Bengal election: Here’s why the ‘Liberals’ want to win Mamta from Bengal

While analyzing the prospects of the Bharatiya Janata Party in the ongoing elections in West Bengal, it is important to remind that the party has never come to power in the state.

Not only this, it has also not been a contender: the other three major political parties in the fray, the Congress, the Trinamool Congress and the Left parties, have all held power in the state.
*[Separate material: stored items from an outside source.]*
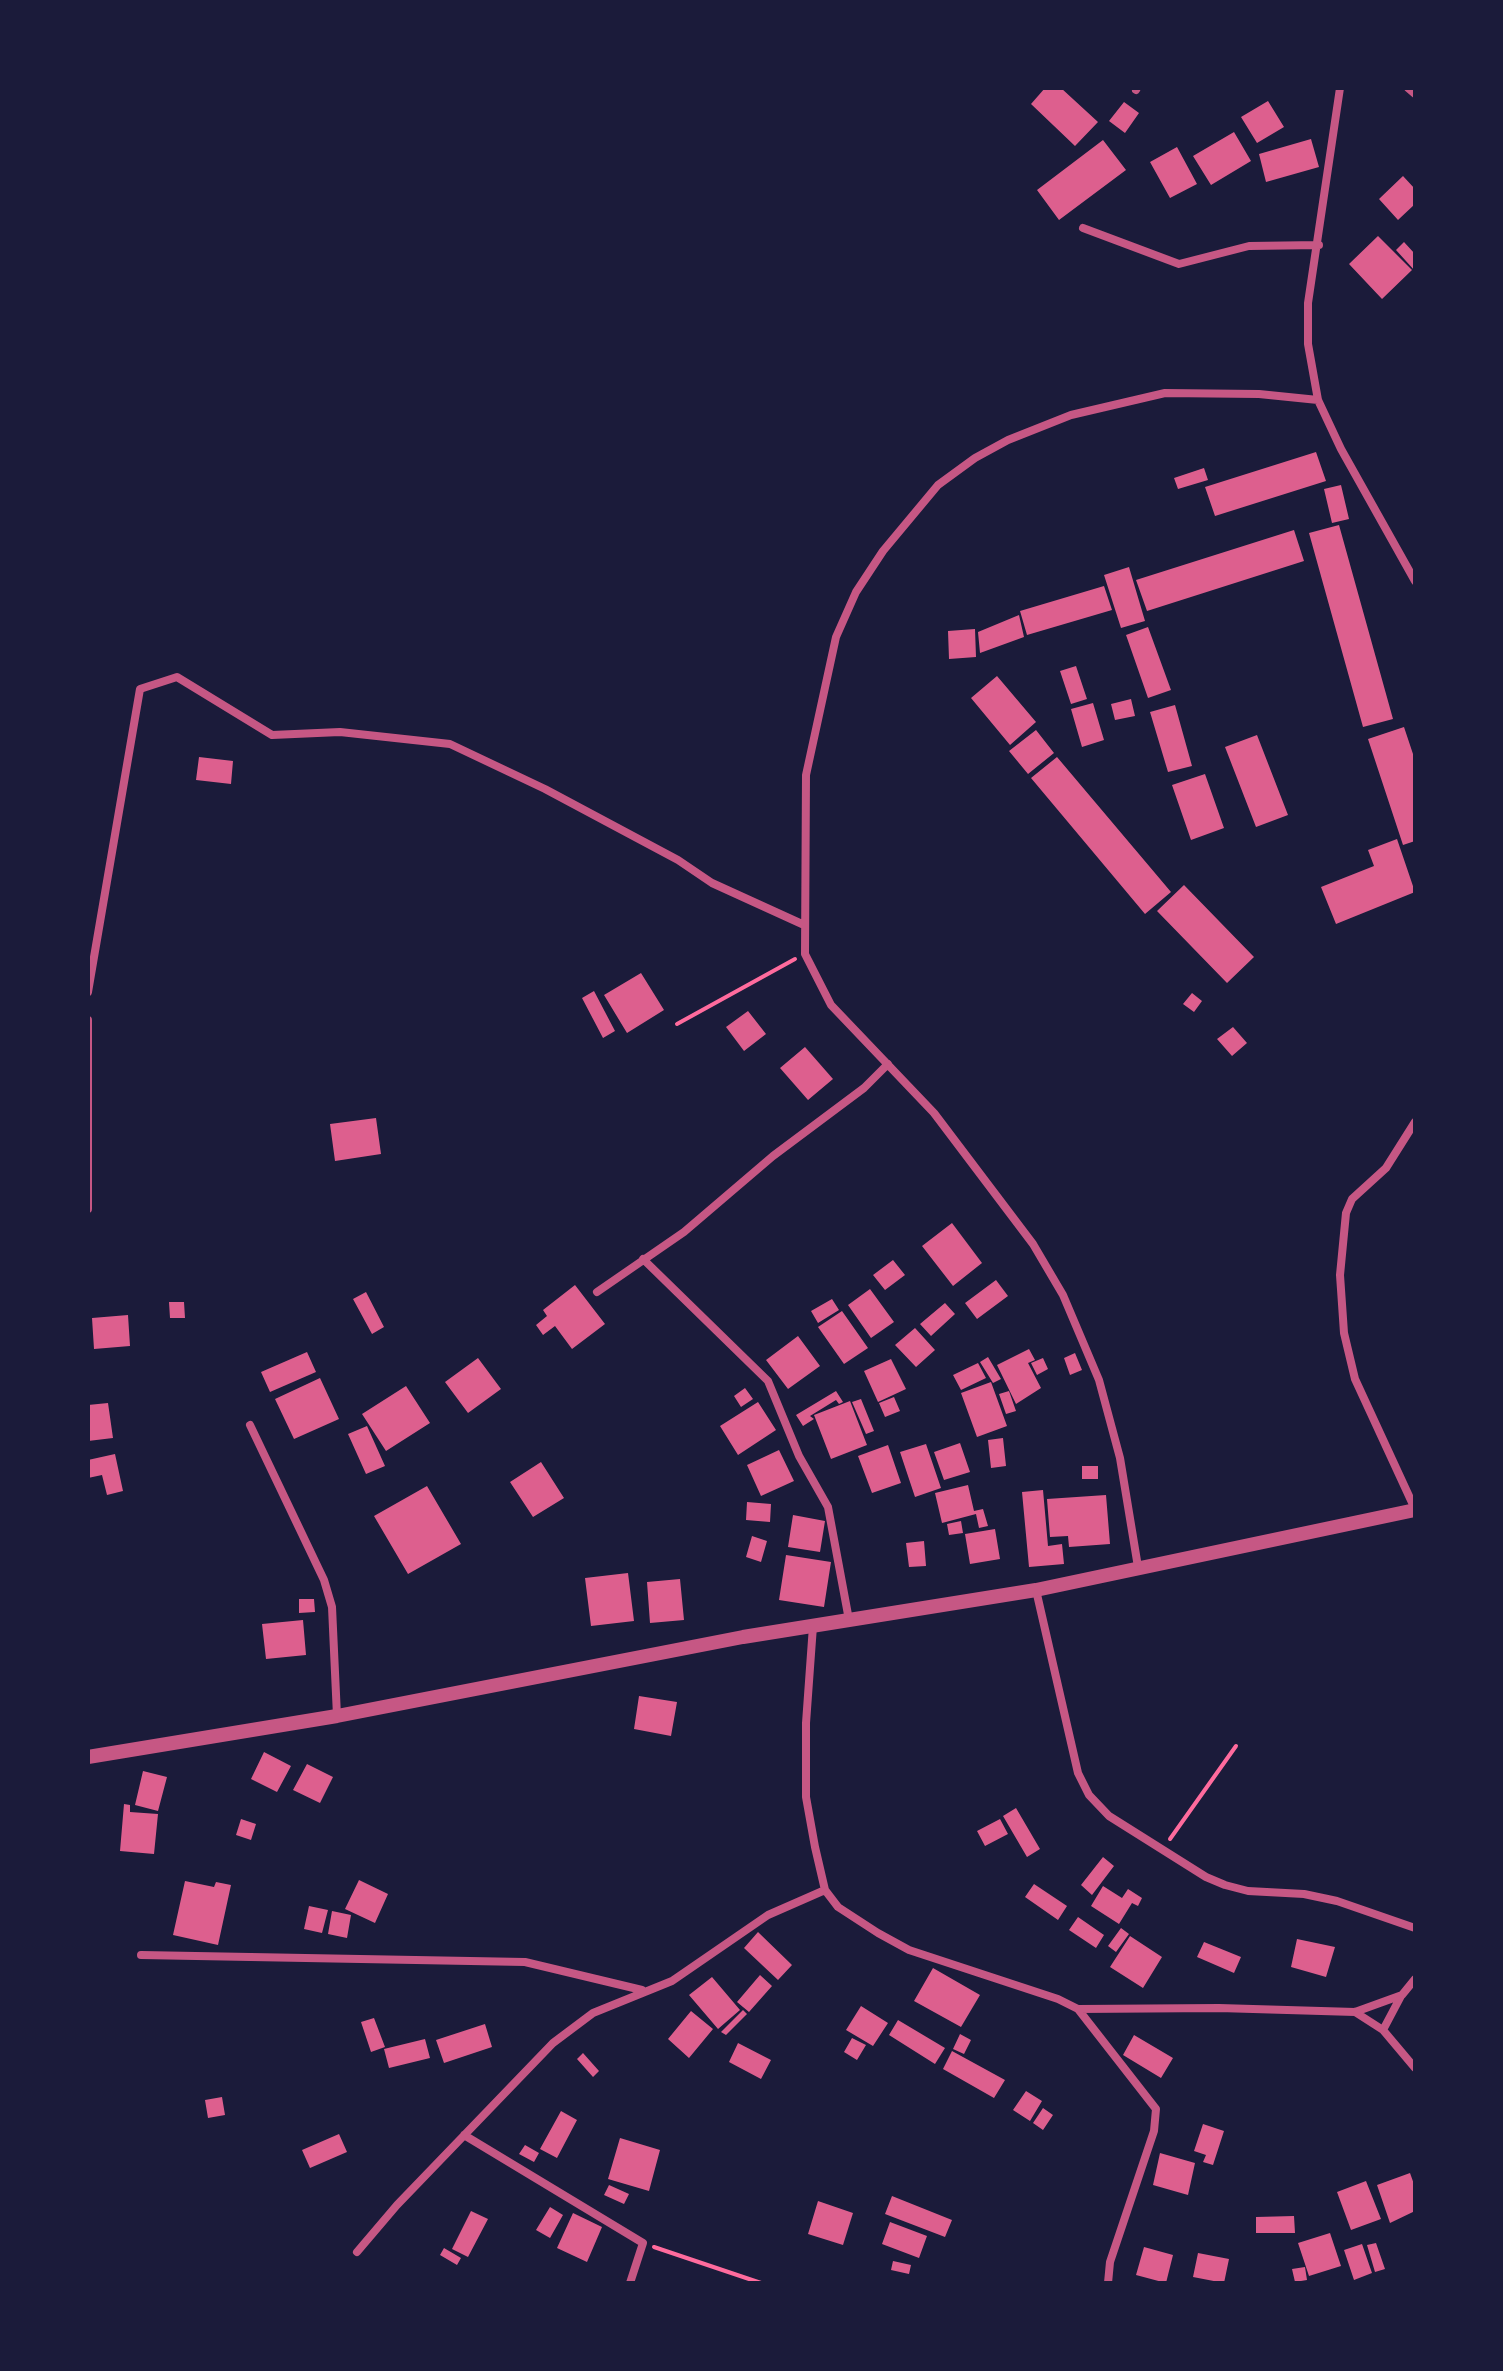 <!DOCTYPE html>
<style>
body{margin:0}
#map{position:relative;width:1503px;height:2371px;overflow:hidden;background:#1b1b3a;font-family:"Noto Sans",sans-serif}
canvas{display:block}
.frame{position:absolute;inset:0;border:90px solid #1b1b3a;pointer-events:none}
</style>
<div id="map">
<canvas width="1503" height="2371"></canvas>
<div class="frame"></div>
</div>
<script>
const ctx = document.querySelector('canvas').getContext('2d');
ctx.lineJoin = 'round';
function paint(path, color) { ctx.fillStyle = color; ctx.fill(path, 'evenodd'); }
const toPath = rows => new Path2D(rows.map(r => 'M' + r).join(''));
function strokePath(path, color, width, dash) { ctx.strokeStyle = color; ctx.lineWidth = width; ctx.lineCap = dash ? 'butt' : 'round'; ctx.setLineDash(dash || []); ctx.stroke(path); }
paint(toPath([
 [1045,88,1061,88,1098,122,1075,146,1031,104],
 [1268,101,1284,127,1257,143,1241,117],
 [1124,102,1139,113,1125,133,1109,121],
 [1234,132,1251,161,1211,185,1193,156],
 [1311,139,1319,167,1266,182,1259,154],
 [1103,140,1126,170,1059,220,1037,190],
 [1177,147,1197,184,1170,198,1150,162],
 [1403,176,1415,189,1415,204,1398,220,1379,199],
 [1378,236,1412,270,1382,299,1349,264],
 [1404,242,1415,254,1415,271,1396,250],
 [1316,452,1326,481,1215,516,1205,487],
 [1204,468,1208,480,1178,489,1174,478],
 [1341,485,1349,519,1332,523,1324,489],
 [1339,525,1393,719,1363,727,1309,533],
 [1294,530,1304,561,1147,611,1136,580],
 [1129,567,1145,621,1121,628,1104,575],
 [1104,586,1112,610,1027,635,1020,611],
 [1019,615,1024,637,980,653,978,632],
 [1148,627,1171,690,1148,698,1126,635],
 [975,629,976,657,949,659,948,631],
 [1076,666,1087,699,1071,704,1060,671],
 [997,676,1036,722,1010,745,971,698],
 [1131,699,1135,716,1115,720,1111,704],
 [1093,703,1104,740,1082,747,1071,709],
 [1175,705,1192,766,1168,772,1150,712],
 [1404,727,1415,760,1415,841,1403,845,1368,739],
 [1036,730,1054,753,1028,774,1009,751],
 [1257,735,1288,815,1256,827,1225,747],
 [199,757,233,761,231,784,196,780],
 [1057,757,1171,892,1145,914,1031,778],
 [1205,774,1224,828,1191,840,1172,785],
 [1397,839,1415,892,1336,924,1321,887,1374,866,1368,850],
 [1184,885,1254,957,1227,983,1157,911],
 [641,973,664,1010,627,1033,604,995],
 [594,991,615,1031,603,1038,582,998],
 [1192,993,1202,1001,1194,1012,1183,1004],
 [748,1011,766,1034,744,1051,726,1027],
 [1233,1027,1247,1043,1232,1056,1217,1039],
 [805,1047,833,1079,808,1100,780,1068],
 [376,1118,381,1154,335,1161,330,1124],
 [952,1223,982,1263,953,1286,922,1246],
 [893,1260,905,1275,885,1290,873,1275],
 [996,1280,1008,1296,977,1319,965,1303],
 [575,1285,605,1324,572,1349,555,1326,543,1335,536,1325,547,1316,543,1310],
 [870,1289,894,1322,871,1338,848,1305],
 [366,1292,384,1327,372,1334,353,1299],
 [832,1299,839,1310,818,1323,811,1311],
 [169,1302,184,1302,185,1318,170,1318],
 [945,1303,955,1314,931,1336,920,1324],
 [842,1311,868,1348,844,1364,818,1327],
 [128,1315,130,1346,94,1349,92,1318],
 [915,1328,935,1350,916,1367,895,1345],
 [798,1336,820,1366,788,1389,766,1360],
 [1029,1349,1035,1360,1028,1363,1041,1388,1016,1404,997,1365],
 [307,1352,316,1372,270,1392,261,1372],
 [1075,1353,1082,1370,1070,1375,1064,1358],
 [988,1357,1001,1379,993,1383,980,1362],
 [478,1358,501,1389,468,1413,445,1382],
 [1043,1358,1048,1369,1037,1375,1031,1363],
 [891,1359,906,1389,878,1402,864,1371],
 [978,1363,986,1378,961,1390,953,1375],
 [320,1378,339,1419,294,1439,275,1399],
 [991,1382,1007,1426,977,1437,961,1393],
 [406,1386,430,1423,386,1451,362,1414],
 [745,1388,753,1399,741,1407,734,1396],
 [836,1391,843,1402,839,1404,836,1400,810,1416,814,1419,803,1426,796,1415],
 [1009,1391,1016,1411,1006,1414,999,1394],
 [894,1397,900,1411,885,1417,879,1403],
 [861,1399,874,1431,866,1434,852,1402],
 [850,1401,867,1445,831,1459,814,1415],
 [758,1402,776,1430,738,1455,720,1426],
 [108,1403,113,1438,88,1441,88,1405],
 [367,1426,385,1466,366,1474,348,1434],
 [1003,1438,1006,1466,991,1468,988,1440],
 [960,1443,970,1472,944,1480,934,1452],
 [926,1444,941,1488,915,1497,900,1452],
 [888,1445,901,1483,872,1493,858,1456],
 [779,1450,794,1481,761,1496,747,1465],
 [115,1454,123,1491,107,1495,102,1475,88,1478,88,1460],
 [541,1462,564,1498,533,1517,510,1482],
 [1082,1466,1098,1466,1098,1479,1082,1479],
 [968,1485,974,1511,983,1509,988,1526,979,1528,976,1514,942,1523,935,1493],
 [427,1486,461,1544,408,1574,374,1516],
 [1043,1490,1048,1546,1062,1544,1064,1564,1029,1567,1022,1492],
 [1106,1495,1110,1544,1069,1547,1068,1536,1050,1537,1047,1499],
 [747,1502,771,1504,770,1522,746,1520],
 [793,1515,825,1521,820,1552,788,1547],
 [961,1521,963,1533,949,1535,947,1524],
 [995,1529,1000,1559,970,1564,965,1534],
 [752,1536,767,1541,761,1562,746,1557],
 [924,1541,926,1566,909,1567,906,1543],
 [786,1555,831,1562,824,1607,779,1600],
 [628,1573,634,1621,591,1626,585,1578],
 [680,1579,684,1620,650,1623,647,1582],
 [299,1599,314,1599,315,1612,299,1613],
 [303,1620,306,1655,266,1659,262,1624],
 [639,1696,677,1702,671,1736,634,1729],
 [264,1752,291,1766,277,1792,251,1779],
 [307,1764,333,1777,320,1803,293,1790],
 [143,1771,167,1777,158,1811,135,1805],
 [124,1804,130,1805,130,1812,158,1814,154,1854,120,1851],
 [1016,1808,1040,1849,1027,1857,1003,1816],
 [241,1819,256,1824,251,1840,236,1835],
 [1000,1819,1008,1834,985,1846,977,1831],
 [1103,1857,1114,1866,1092,1895,1081,1885],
 [359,1880,388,1894,375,1923,345,1909],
 [185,1881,214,1887,216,1882,231,1885,218,1945,173,1935],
 [1034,1884,1067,1906,1058,1920,1025,1897],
 [1103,1886,1122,1898,1128,1889,1142,1898,1138,1906,1132,1903,1119,1924,1091,1906],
 [309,1906,328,1910,322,1933,304,1929],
 [332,1911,351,1915,347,1938,328,1934],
 [1078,1917,1104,1935,1096,1948,1069,1930],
 [1121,1928,1129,1934,1116,1952,1108,1946],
 [758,1932,792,1965,778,1980,744,1948],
 [1130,1936,1162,1957,1143,1988,1110,1967],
 [1297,1939,1335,1947,1326,1977,1291,1967],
 [1204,1942,1241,1957,1234,1973,1197,1957],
 [933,1968,980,1995,961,2027,914,2001],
 [760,1975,772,1986,749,2012,737,2002],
 [712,1977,740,2010,718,2029,689,1995],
 [861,2006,888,2023,873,2046,846,2030],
 [743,2010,747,2014,726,2035,721,2032],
 [691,2011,713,2029,689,2058,668,2039],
 [374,2018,385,2047,371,2052,361,2022],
 [898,2020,945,2048,935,2064,889,2035],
 [485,2024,492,2047,444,2063,436,2040],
 [960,2034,971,2040,964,2054,953,2049],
 [1134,2035,1173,2058,1161,2078,1123,2055],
 [852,2038,866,2045,857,2060,844,2052],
 [425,2039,430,2058,389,2068,384,2049],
 [738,2043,771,2060,761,2079,729,2062],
 [952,2051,1005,2080,994,2098,943,2069],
 [583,2053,599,2071,593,2077,577,2059],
 [1026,2091,1042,2101,1030,2121,1013,2110],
 [222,2097,225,2115,208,2118,205,2100],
 [1043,2108,1053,2115,1043,2130,1033,2123],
 [561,2111,577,2120,557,2158,540,2149],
 [1203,2124,1224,2131,1213,2165,1203,2162,1206,2155,1194,2151],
 [339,2134,347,2152,310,2168,302,2150],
 [620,2138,660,2150,649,2191,608,2179],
 [525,2145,539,2153,534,2162,519,2154],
 [1160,2153,1195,2163,1188,2195,1153,2185],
 [1410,2173,1415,2187,1415,2211,1390,2223,1377,2185],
 [1366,2181,1381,2219,1351,2230,1337,2192],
 [609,2185,629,2194,624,2204,604,2195],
 [892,2196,952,2220,945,2237,885,2214],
 [818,2201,853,2213,843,2245,808,2234],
 [550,2207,563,2215,550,2238,536,2230],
 [471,2211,488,2219,468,2257,452,2249],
 [573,2213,602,2227,587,2262,557,2248],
 [1294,2216,1295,2233,1256,2233,1256,2217],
 [890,2222,927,2236,919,2258,882,2244],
 [1330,2233,1341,2266,1309,2276,1298,2243],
 [1376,2243,1385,2269,1375,2272,1367,2245],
 [1362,2244,1372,2273,1354,2280,1344,2250],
 [1144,2247,1173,2255,1166,2283,1136,2275],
 [444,2248,461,2258,457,2265,440,2255],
 [1198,2253,1229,2259,1224,2283,1193,2277],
 [893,2261,911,2265,909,2274,891,2270],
 [1305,2267,1307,2280,1295,2282,1292,2269]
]), '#dd5f8e');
strokePath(toPath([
 [677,1024,795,959],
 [1170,1839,1236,1746],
 [654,2247,761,2283]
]), '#ff6b9d', 4);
strokePath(toPath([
 [1340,88,1308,303,1308,344,1318,400,1341,449,1415,581],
 [1408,88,1415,94],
 [1136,90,1137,88],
 [1083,228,1179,264,1249,246,1319,245],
 [88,992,140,689,177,677,272,735,340,732,450,744,545,789,678,860,712,883,802,924],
 [88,1020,88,1209],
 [1415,1122,1386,1168,1352,1199,1346,1213,1340,1275,1344,1333,1355,1379,1415,1509],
 [643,1259,768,1381,799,1456,828,1507,849,1620],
 [597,1292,684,1232,773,1156,864,1088,888,1064],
 [250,1425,324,1580,332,1607,337,1716],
 [1138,1567,1120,1458,1099,1380,1063,1295,1033,1244,934,1113,831,1005,805,954,806,775,836,637,856,592,883,551,938,485,975,458,1008,440,1071,415,1165,393,1259,394,1318,400],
 [1036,1590,1078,1773,1089,1795,1109,1816,1206,1877,1225,1885,1248,1891,1304,1894,1337,1901,1415,1928],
 [813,1626,806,1723,806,1797,815,1847,825,1890,838,1907,878,1933,909,1950,1058,1999,1078,2009,1219,2008,1355,2012,1402,1995,1415,1979],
 [141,1955,525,1962,642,1990],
 [1078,2009,1156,2109,1154,2131,1110,2262,1108,2283],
 [1355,2012,1383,2030,1415,2068],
 [1383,2030,1401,1996],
 [464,2135,643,2243,630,2283],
 [357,2252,397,2205,553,2043,593,2013,672,1981,768,1915,825,1890]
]), '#c65784', 8);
strokePath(toPath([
 [88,1757,337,1716,743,1637,1036,1590,1415,1510]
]), '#c65784', 14);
</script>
Therefore, BJP has achieved this place in discourse and political analysis is an achievement in itself.

Like the final runner with the baton in a relay race, the BJP’s chances of winning the state elections are different as it moves towards the finish line. A possibility that was not possible even two years ago.

Will the BJP speed up the last lap and move forward, these are the results of May 2. But the trust of Amit Shah, Union Home Minister and former BJP President, is rarely wrong.

West Bengal has been on the BJP’s radar for a long time: the extent to which Mamata Banerjee has faced appeasement politics has created a constituency which not only supports her, but is also angry with her. Couple that with two words anti-incumbency …

Mamata is no ‘liberal’ leftist: she is single-handedly responsible for the downfall of leftists in West Bengal after decades of misrule. However, in an election where the Left and Congress are at par, it all stands between the BJP and yet another victory. Hence the years of political violence under his rule, which has cost the lives of more than a hundred BJP workers ignored.

His ridiculous policies that reflect the appeasement of minorities have been dispelled, making him more irrational and communal in his reactions, whether it is chanting ‘Jai Shri Ram’ or ‘Ramdhenu’, of ‘Ramdhenu’ Editing ” in school textbooks, so as not to offend!

Senior journalist who has closely covered the West Bengal elections, says many people along with Jai Sri Ram responded to whom they would vote for. This is important in a state where political violence is the norm and ballots are closed by party cadres at gunpoint.

It is, in fact, an act of courage and rebellion: the mantra literally means Mamta stopping in its tracks. He can forget to stop the horsemen of his Chief Minister while listening to Ram Jai Shri Ram ‘to the public on one of his road trips!

Didi’s encouragement is largely clear, but those who claim to be the proponents of ‘liberal’ politics and ignore real threats to democracy – such as political violence and religious freedom in the state of West Bengal – have already held elections Is winning, telling.

Nobel laureate Amartya Sen, a long-distance expert on all things Indian, has already downplayed the likes of Bengal. Former Congress finance minister P Chidambaram has opted for the ‘communal’ option from the lands of Tagore and Vivekananda.

Short of pockets, this liberal definition of liberal politics thought of as Bengal leads followers to an outpost, led by genuinely inverse relations with the dynastic shareholders of the Congress at the grassroots level. She could be a contestant, they thought.

So in many ways, if she were to fall, it would be the end of an India that she had created and therefore believed that they were the representatives of the India they knew. An India that, in his own system, was an idol with his belief system, while nothing further than this, was an aberration.

If Didi loses the election, this ‘statue’ will be topped. And therein, they know, is a revolution.